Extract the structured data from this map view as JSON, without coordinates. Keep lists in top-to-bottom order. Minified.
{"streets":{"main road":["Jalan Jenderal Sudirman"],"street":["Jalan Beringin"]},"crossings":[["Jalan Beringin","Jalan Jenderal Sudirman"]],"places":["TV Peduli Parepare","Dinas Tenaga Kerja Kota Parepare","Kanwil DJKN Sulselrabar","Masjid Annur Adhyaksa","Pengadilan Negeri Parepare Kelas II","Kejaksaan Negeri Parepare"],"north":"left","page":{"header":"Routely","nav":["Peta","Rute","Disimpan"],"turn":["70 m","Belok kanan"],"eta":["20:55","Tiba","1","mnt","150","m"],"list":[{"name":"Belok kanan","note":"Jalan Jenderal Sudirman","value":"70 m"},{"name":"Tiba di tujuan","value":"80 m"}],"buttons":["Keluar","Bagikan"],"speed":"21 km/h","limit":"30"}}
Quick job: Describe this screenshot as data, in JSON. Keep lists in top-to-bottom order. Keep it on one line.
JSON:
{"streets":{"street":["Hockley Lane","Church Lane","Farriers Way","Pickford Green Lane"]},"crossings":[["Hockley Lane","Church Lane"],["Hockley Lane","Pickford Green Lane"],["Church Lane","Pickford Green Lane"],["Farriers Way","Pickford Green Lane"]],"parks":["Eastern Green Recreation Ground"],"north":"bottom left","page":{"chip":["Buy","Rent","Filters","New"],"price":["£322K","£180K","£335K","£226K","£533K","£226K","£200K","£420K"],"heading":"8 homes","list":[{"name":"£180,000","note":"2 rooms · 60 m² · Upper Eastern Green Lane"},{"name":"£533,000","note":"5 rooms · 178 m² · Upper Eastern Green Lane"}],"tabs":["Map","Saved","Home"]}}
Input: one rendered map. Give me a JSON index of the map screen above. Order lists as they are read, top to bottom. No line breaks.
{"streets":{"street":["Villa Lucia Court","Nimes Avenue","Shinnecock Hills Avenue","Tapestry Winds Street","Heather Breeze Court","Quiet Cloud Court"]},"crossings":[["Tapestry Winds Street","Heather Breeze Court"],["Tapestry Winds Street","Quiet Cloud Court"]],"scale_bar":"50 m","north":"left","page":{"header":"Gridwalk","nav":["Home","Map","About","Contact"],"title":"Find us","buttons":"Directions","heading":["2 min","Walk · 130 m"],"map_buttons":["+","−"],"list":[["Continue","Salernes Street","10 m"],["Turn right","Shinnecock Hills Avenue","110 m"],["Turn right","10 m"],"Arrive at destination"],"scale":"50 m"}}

◆ ◆ ◆

From top to bottom, reproduce the material exactly.

Answer to this task
Extract the structured data from this map view as JSON, without coordinates. Keep lists in top-to-bottom order. Minified.
{"streets":{"main road":["Jalan Jenderal Sudirman"],"street":["Jalan Beringin"]},"crossings":[["Jalan Beringin","Jalan Jenderal Sudirman"]],"places":["TV Peduli Parepare","Dinas Tenaga Kerja Kota Parepare","Kanwil DJKN Sulselrabar","Masjid Annur Adhyaksa","Pengadilan Negeri Parepare Kelas II","Kejaksaan Negeri Parepare"],"north":"left","page":{"header":"Routely","nav":["Peta","Rute","Disimpan"],"turn":["70 m","Belok kanan"],"eta":["20:55","Tiba","1","mnt","150","m"],"list":[{"name":"Belok kanan","note":"Jalan Jenderal Sudirman","value":"70 m"},{"name":"Tiba di tujuan","value":"80 m"}],"buttons":["Keluar","Bagikan"],"speed":"21 km/h","limit":"30"}}
Quick job: Describe this screenshot as data, in JSON. Keep lists in top-to-bottom order. Keep it on one line.
JSON:
{"streets":{"street":["Hockley Lane","Church Lane","Farriers Way","Pickford Green Lane"]},"crossings":[["Hockley Lane","Church Lane"],["Hockley Lane","Pickford Green Lane"],["Church Lane","Pickford Green Lane"],["Farriers Way","Pickford Green Lane"]],"parks":["Eastern Green Recreation Ground"],"north":"bottom left","page":{"chip":["Buy","Rent","Filters","New"],"price":["£322K","£180K","£335K","£226K","£533K","£226K","£200K","£420K"],"heading":"8 homes","list":[{"name":"£180,000","note":"2 rooms · 60 m² · Upper Eastern Green Lane"},{"name":"£533,000","note":"5 rooms · 178 m² · Upper Eastern Green Lane"}],"tabs":["Map","Saved","Home"]}}
Input: one rendered map. Give me a JSON index of the map screen above. Order lists as they are read, top to bottom. No line breaks.
{"streets":{"street":["Villa Lucia Court","Nimes Avenue","Shinnecock Hills Avenue","Tapestry Winds Street","Heather Breeze Court","Quiet Cloud Court"]},"crossings":[["Tapestry Winds Street","Heather Breeze Court"],["Tapestry Winds Street","Quiet Cloud Court"]],"scale_bar":"50 m","north":"left","page":{"header":"Gridwalk","nav":["Home","Map","About","Contact"],"title":"Find us","buttons":"Directions","heading":["2 min","Walk · 130 m"],"map_buttons":["+","−"],"list":[["Continue","Salernes Street","10 m"],["Turn right","Shinnecock Hills Avenue","110 m"],["Turn right","10 m"],"Arrive at destination"],"scale":"50 m"}}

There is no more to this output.